■ Information shown ■
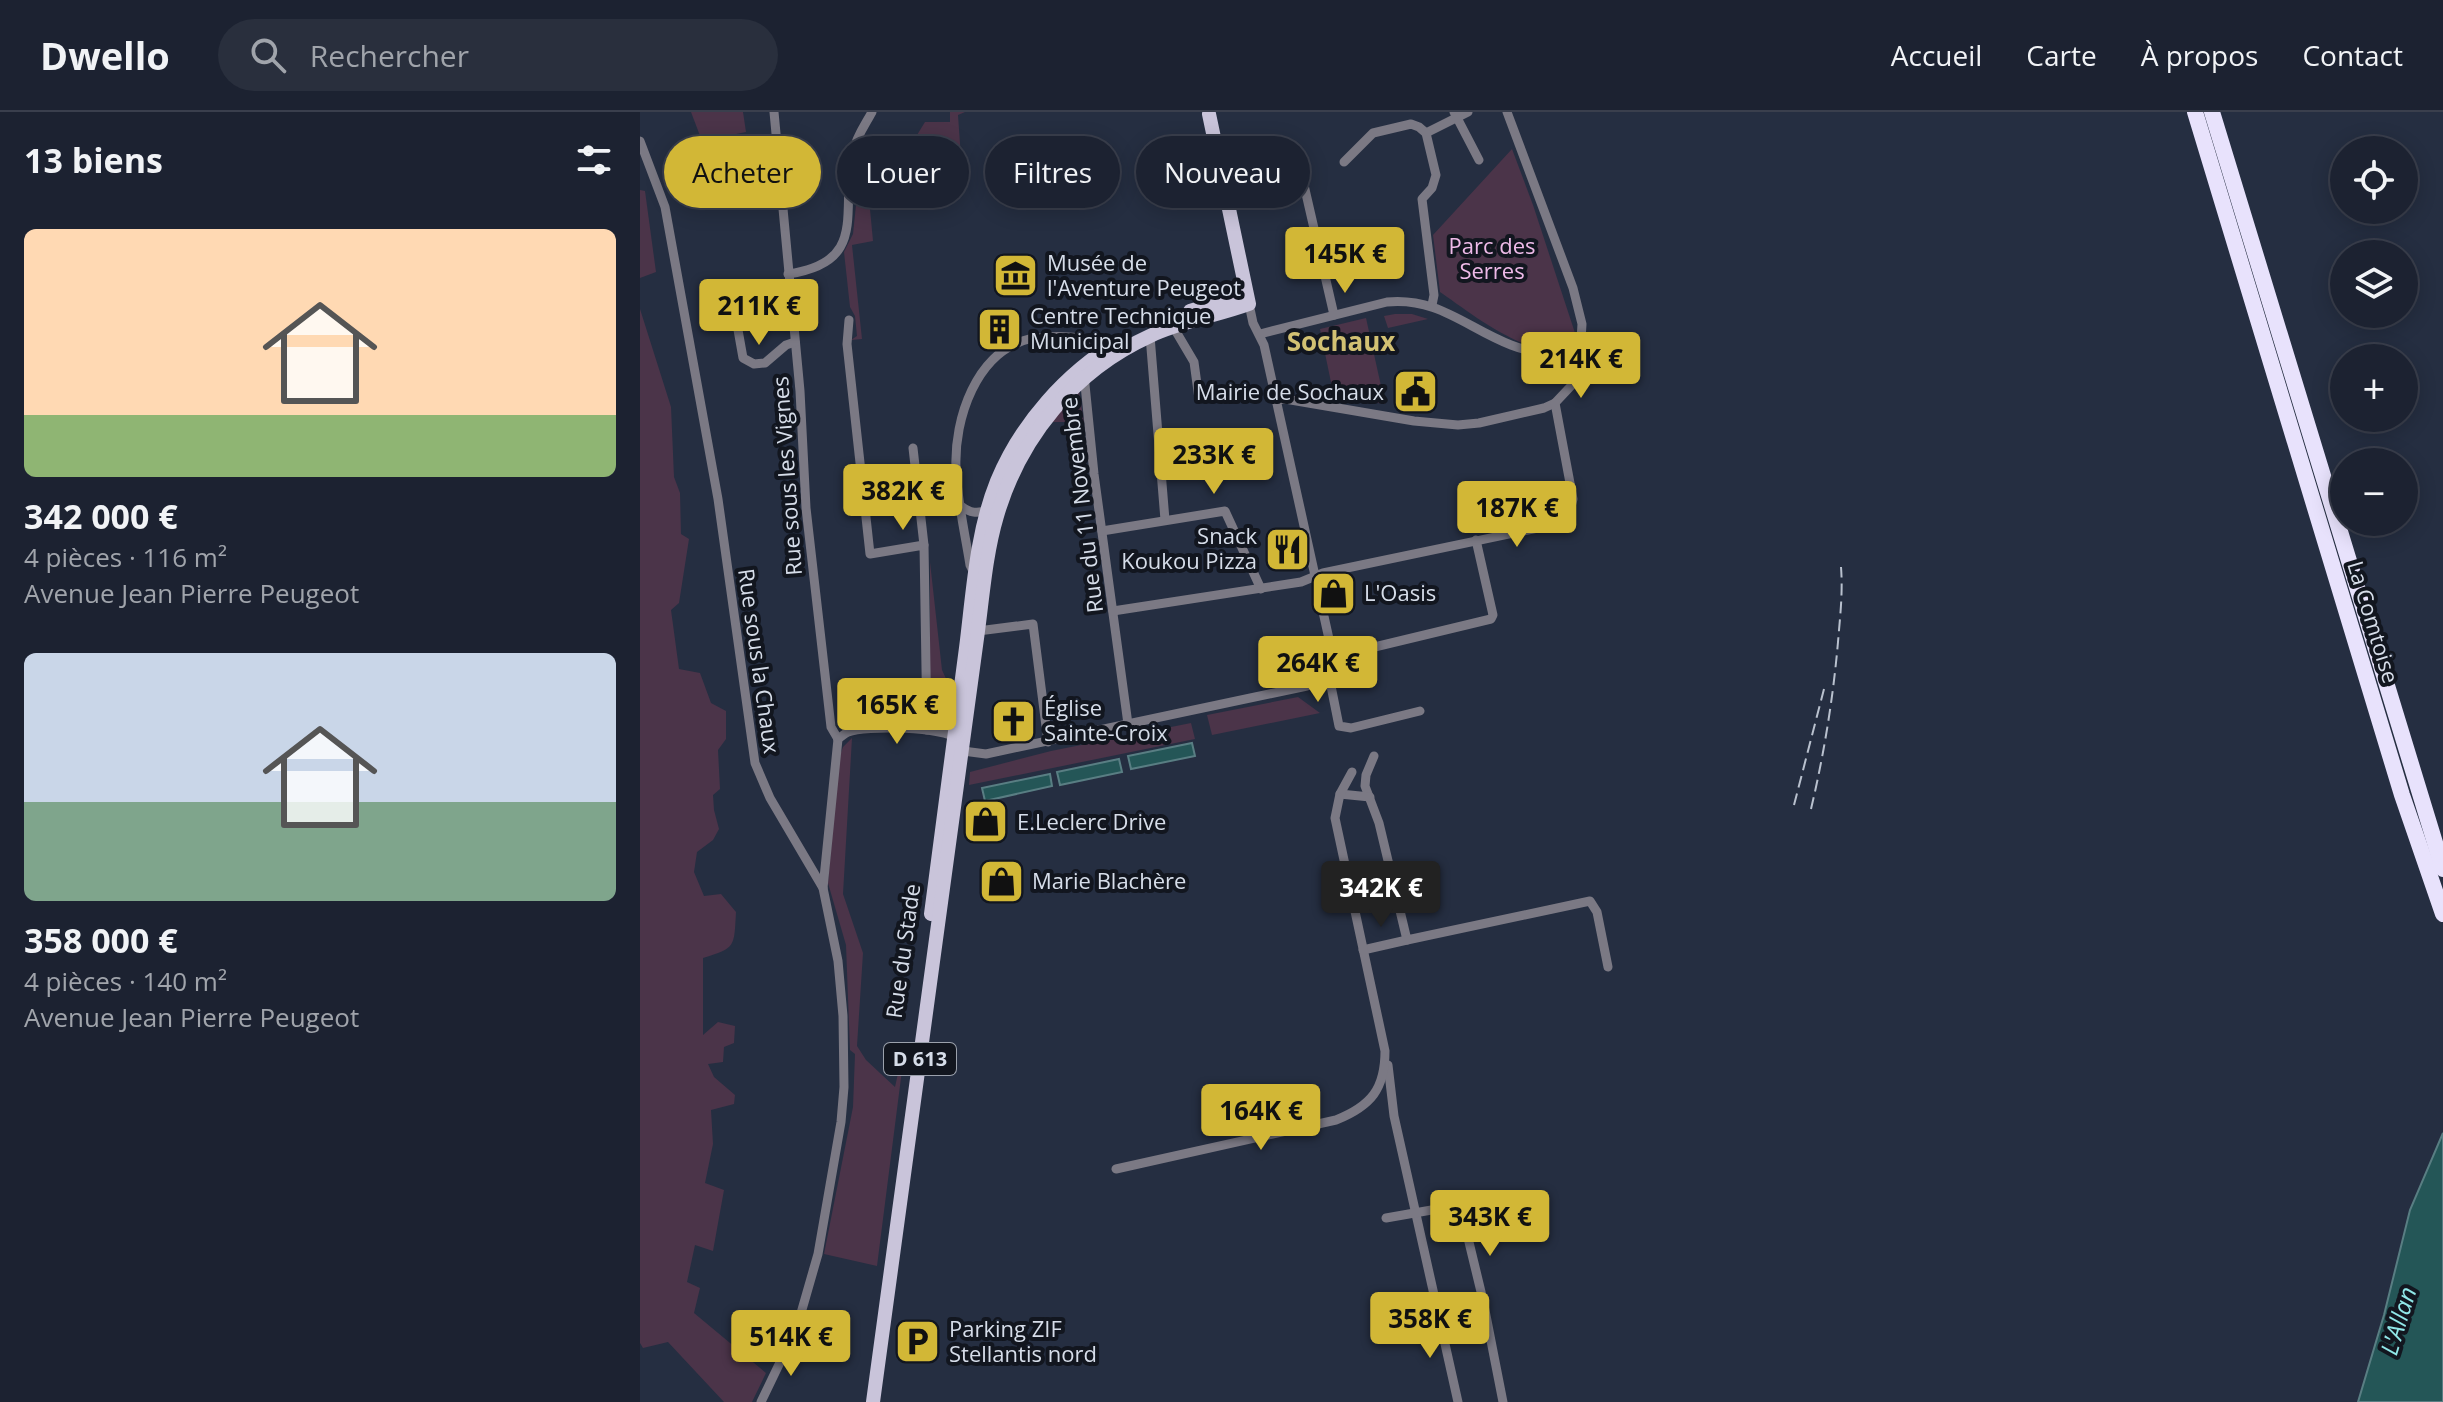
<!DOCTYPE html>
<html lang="fr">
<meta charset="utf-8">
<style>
body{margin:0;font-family:"Open Sans",sans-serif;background:#292f3d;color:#f1f3f6;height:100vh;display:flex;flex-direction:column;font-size:30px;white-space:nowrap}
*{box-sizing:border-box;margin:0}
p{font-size:26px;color:#a0a4ab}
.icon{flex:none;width:44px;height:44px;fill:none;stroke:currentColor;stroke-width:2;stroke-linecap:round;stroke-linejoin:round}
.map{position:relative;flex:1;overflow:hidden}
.sheet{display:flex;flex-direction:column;background:#1c2231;width:640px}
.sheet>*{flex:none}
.banner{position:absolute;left:24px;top:24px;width:760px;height:72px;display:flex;gap:16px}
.fabs{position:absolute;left:1690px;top:24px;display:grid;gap:16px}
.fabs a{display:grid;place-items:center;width:88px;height:88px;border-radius:50%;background:#1c2231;box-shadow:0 4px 20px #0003,0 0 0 2px #3a3f4d;font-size:40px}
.price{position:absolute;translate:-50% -68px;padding:0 18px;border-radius:8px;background:#d2b736;color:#111;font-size:26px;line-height:52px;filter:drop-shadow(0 2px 4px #0008)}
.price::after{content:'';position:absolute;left:50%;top:48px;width:24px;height:18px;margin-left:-12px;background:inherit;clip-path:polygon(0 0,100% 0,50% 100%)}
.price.active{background:#222;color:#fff}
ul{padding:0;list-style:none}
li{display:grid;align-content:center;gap:16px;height:424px;padding:0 24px}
li span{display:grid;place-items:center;height:248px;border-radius:12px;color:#555}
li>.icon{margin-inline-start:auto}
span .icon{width:144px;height:144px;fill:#fffc;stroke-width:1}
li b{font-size:34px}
h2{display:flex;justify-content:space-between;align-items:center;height:96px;padding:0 24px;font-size:34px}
.pill{padding:0 28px;border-radius:36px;background:#1c2231;box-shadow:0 4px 20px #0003,0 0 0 2px #3a3f4d;font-size:28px;line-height:72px}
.pill.active{background:#d2b736;color:#111}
header{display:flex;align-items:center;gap:48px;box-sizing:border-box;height:112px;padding:0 40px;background:#1c2231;border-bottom:2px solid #3a3f4d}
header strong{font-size:38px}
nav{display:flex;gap:44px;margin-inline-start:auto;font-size:28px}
.search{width:560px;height:72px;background:#292f3d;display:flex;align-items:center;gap:20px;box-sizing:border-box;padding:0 28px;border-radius:44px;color:#a0a4ab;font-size:30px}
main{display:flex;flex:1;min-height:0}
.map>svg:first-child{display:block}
</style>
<header>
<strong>Dwello</strong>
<div class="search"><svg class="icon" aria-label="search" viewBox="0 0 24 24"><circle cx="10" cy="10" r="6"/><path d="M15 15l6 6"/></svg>Rechercher</div>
<nav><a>Accueil</a><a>Carte</a><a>À propos</a><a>Contact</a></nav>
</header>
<main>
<section class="sheet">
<h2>13 biens<svg class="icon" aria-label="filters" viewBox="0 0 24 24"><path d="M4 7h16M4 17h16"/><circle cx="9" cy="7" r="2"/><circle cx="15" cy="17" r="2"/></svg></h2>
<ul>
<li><span style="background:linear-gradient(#ffd9b3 75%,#8fb573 0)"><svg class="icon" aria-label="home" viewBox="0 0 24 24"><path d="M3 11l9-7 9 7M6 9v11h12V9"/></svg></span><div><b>342 000 €</b><p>4 pièces · 116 m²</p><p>Avenue Jean Pierre Peugeot</p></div></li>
<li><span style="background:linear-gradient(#c9d6e8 60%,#7fa58c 0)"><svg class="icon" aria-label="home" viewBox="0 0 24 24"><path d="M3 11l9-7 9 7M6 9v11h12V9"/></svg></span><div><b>358 000 €</b><p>4 pièces · 140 m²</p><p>Avenue Jean Pierre Peugeot</p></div></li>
</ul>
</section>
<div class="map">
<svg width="1803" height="1290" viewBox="0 0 1803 1290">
<rect width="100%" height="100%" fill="#252e41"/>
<g fill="#4b3449">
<path d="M51 0H103L106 20 62 29Z"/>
<path d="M310 0H325L318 3 321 46 306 53 309 59 230 97 233 129 212 133 222 227 211 228 217 224 215 204 210 195 204 140 213 122 216 93 263 70 266 41 285 10H310Z"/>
<path d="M872 37 893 93 935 221C912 268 827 198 800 180L793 123Z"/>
<path d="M0 78 5 79 16 160 0 166Z"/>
<path d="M0 197 31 295 34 365 40 381 41 422 49 427 39 491 31 498 39 557 60 561 71 591 86 599V627L78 638 80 677 73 683 74 698 79 717 73 728 57 740 54 760 64 784 81 782 96 800C94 835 96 836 63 846V923L78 910 95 914 94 931 84 935 83 950 68 952 74 965 95 983 94 992 71 998 73 1032 65 1071 84 1078 73 1139 55 1133 47 1170 60 1176 54 1201 126 1261 112 1290H84L28 1230 3 1236 0 1231Z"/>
<path d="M755 202H772L788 207 748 216 744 204Z"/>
<path d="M726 206 745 292 694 285 680 217Z"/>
<path d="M439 279 444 310H410Z"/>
<path d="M290 450 302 558 309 573 315 570 309 600 299 609 293 605 290 595Z"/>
<path d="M658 585 680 601 572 623 567 603Z"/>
<path d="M551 611 555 627 329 673 330 660 411 639Z"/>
<path d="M212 626 203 782 223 841 217 934 226 948 255 975 259 957 262 958 237 1154 184 1142 213 995 215 942 210 938 206 833 188 771 199 646 203 635Z"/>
</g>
<g fill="#245657" stroke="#597e83" stroke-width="2">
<path d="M552 631 555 644 491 657 488 644Z"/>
<path d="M479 647 482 660 420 673 417 660Z"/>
<path d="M410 662 412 674 345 689 342 676Z"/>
<path d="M1803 1021V1290H1718L1744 1203 1770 1098Z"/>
</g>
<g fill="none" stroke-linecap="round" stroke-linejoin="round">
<g stroke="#7b7984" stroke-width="9">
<path d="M134 0 160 279 166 396 191 615 198 627"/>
<path d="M814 0 839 48"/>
<path d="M786 21 828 0"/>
<path d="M0 29 25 95 78 387 115 651 130 686 183 776 198 849 203 904 204 975 201 1010 178 1142 157 1215 121 1290"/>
<path d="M704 50 733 21 771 12 779 15 786 21 796 63 792 76 782 87 794 183 792 193"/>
<path d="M656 54 661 60 694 203"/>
<path d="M148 162C231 150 199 97 213 40 216 25 225 13 232 0"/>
<path d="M609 192 613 211 624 233 693 545V556L689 564 699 614 711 616 780 599"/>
<path d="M95 201 103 246 114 252 125 251 146 233 155 230"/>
<path d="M528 206 554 250 559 287"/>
<path d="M209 208 207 232 230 442 284 433 287 618"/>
<path d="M620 222 747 190C798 185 827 216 871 233 894 242 916 243 940 244"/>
<path d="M510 224 525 408"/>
<path d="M444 263 454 362 488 612"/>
<path d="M636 288 645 287 774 309 818 313 839 311 904 296 915 291 931 274 940 244 942 212 933 176 867 0"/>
<path d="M273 336 284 433"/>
<path d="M321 394C330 401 337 402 348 398"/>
<path d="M462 419 585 399 621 477"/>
<path d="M334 461 330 453C325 421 317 388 316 356 314 307 336 240 389 227 410 223 430 224 450 227L461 246"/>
<path d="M473 499 661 470 683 461 917 412 929 402 933 387 915 291"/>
<path d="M338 519 393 512 408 630"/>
<path d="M693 545 851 507 853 503 836 428"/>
<path d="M198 627C201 625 204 622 208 620 225 613 306 615 317 627"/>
<path d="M323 639 346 642 667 574 682 569 689 564"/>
<path d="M734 644 726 663 725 674 739 711 767 828 950 789 957 800 968 855"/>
<path d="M700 682 730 685"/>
<path d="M183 776 198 627"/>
<path d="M723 838 767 828"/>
<path d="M748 953 754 1004 818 1290"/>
<path d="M476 1057 696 1008C731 994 745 977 745 939L695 706 700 682 712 660"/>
<path d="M746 1106 820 1093 843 1188 863 1290"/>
<path d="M795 1194C819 1189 827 1186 844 1204"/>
</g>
<g stroke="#c9c4da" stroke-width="14">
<path d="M550 199 589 187 605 179"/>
<path d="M291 802C303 713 314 625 326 536 333 481 336 421 357 369 381 311 426 261 479 229"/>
<path d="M233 1290 338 519C343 481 346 441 357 404 380 325 435 258 510 224 542 209 576 204 609 192L569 2"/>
</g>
<g stroke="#e8e2fc" stroke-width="16">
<path d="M1555 0 1762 683 1803 802"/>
<path d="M1572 0 1803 757"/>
</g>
<g stroke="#b9c1ce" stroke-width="2" stroke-dasharray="12 6" stroke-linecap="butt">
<path d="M1154 693 1184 577"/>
<path d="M1171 697C1184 642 1193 587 1198 530 1200 505 1203 481 1201 455"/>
</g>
</g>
<defs>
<symbol id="museum-square" viewBox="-11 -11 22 22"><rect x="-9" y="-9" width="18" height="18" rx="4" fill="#d2b736" stroke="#12161f"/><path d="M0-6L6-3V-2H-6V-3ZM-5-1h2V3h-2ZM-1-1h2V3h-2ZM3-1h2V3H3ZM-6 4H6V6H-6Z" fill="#111"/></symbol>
<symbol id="building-square" viewBox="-11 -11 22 22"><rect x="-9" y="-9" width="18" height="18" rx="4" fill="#d2b736" stroke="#12161f"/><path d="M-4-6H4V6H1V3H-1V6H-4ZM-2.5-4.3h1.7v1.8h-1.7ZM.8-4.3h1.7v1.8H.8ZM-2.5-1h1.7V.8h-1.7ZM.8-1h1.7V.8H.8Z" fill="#111"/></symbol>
<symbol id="civic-square" viewBox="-11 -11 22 22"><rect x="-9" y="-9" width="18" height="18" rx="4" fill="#d2b736" stroke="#12161f"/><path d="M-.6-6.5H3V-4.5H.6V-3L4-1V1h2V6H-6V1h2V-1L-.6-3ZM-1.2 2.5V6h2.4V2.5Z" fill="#111"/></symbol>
<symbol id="restaurant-square" viewBox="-11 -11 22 22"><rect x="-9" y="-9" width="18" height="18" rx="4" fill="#d2b736" stroke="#12161f"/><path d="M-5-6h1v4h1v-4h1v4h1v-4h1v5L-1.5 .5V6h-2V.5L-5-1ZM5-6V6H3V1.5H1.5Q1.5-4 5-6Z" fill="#111"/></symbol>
<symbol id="shop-square" viewBox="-11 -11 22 22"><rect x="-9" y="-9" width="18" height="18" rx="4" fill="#d2b736" stroke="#12161f"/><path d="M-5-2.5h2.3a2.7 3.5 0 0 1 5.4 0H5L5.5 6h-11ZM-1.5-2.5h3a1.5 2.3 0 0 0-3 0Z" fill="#111"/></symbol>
<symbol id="church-square" viewBox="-11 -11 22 22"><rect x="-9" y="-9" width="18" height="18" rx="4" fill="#d2b736" stroke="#12161f"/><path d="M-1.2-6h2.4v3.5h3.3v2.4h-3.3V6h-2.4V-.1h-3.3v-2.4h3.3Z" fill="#111"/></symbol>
<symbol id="parking-square" viewBox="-11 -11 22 22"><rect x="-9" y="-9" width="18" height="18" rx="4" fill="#d2b736" stroke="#12161f"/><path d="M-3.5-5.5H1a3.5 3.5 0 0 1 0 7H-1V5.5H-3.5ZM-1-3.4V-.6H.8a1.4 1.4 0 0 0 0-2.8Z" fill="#111"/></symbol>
</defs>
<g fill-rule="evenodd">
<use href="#museum-square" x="350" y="138" width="51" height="51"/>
<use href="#building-square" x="334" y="192" width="51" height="51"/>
<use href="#civic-square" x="750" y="254" width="51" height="51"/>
<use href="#restaurant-square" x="622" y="412" width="51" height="51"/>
<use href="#shop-square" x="668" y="456" width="51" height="51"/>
<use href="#church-square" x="348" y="584" width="51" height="51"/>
<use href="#shop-square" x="320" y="684" width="51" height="51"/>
<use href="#shop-square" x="336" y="744" width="51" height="51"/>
<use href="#parking-square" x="252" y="1204" width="51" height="51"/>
</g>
<g text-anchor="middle" stroke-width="8" stroke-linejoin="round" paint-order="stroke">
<rect fill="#12161f" stroke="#9ba1ac" stroke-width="2" x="244" y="931" width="72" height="32" rx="6"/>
<g font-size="20" font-weight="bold" fill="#d6dde9">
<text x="280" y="954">D 613</text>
</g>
<g font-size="22" fill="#eebae8" stroke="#12161f">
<text x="852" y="142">Parc des<tspan x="852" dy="25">Serres</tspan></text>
</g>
<g font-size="22" fill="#d6dde9" stroke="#12161f" text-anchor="start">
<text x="407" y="159">Musée de<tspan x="407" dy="25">l'Aventure Peugeot</tspan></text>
<text x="390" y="212">Centre Technique<tspan x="390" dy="25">Municipal</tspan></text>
<text x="744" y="288" text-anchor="end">Mairie de Sochaux</text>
<text x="617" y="432" text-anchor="end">Snack<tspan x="617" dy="25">Koukou Pizza</tspan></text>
<text x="724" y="489">L'Oasis</text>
<text x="404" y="604">Église<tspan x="404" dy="25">Sainte-Croix</tspan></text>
<text x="377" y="718">E.Leclerc Drive</text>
<text x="392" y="777">Marie Blachère</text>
<text x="309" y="1225">Parking ZIF<tspan x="309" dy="25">Stellantis nord</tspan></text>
</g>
<g font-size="22" fill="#d6dde9" stroke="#12161f">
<text transform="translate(147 364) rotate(-94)" y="8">Rue sous les Vignes</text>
<text transform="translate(442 393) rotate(-97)" y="8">Rue du 11 Novembre</text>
<text transform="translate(1733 510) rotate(73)" y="8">La Comtoise</text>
<text transform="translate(119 549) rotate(82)" y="8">Rue sous la Chaux</text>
<text transform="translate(263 839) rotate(-82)" y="8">Rue du Stade</text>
</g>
<g font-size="24" font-style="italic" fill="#90e7e8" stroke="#12161f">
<text transform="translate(1759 1209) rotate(-73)" y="8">L'Allan</text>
</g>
<g font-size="26" font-weight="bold" fill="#d2c173" stroke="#12161f">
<text x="701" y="239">Sochaux</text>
</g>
</g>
</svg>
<div class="fabs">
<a><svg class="icon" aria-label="locate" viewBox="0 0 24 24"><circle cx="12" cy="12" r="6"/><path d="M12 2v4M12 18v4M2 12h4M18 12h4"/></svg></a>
<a><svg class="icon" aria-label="layers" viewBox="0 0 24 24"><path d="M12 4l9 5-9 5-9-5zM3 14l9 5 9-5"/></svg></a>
<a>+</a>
<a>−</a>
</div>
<b class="price" style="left:705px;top:183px">145K €</b>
<b class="price" style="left:119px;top:235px">211K €</b>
<b class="price" style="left:941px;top:288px">214K €</b>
<b class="price" style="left:574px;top:384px">233K €</b>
<b class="price" style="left:263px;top:420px">382K €</b>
<b class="price" style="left:877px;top:437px">187K €</b>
<b class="price" style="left:678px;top:592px">264K €</b>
<b class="price" style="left:257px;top:634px">165K €</b>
<b class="price active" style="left:741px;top:817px">342K €</b>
<b class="price" style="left:621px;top:1040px">164K €</b>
<b class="price" style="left:850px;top:1146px">343K €</b>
<b class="price" style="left:790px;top:1248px">358K €</b>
<b class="price" style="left:151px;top:1266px">514K €</b>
<div class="banner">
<a class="pill active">Acheter</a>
<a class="pill">Louer</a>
<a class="pill">Filtres</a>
<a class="pill">Nouveau</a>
</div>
</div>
</main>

■ Task ■
The required output is a copy of each line in the records where the string "position" occurs.

■ Solved exercise ■
.map{position:relative;flex:1;overflow:hidden}
.banner{position:absolute;left:24px;top:24px;width:760px;height:72px;display:flex;gap:16px}
.fabs{position:absolute;left:1690px;top:24px;display:grid;gap:16px}
.price{position:absolute;translate:-50% -68px;padding:0 18px;border-radius:8px;background:#d2b736;color:#111;font-size:26px;line-height:52px;filter:drop-shadow(0 2px 4px #0008)}
.price::after{content:'';position:absolute;left:50%;top:48px;width:24px;height:18px;margin-left:-12px;background:inherit;clip-path:polygon(0 0,100% 0,50% 100%)}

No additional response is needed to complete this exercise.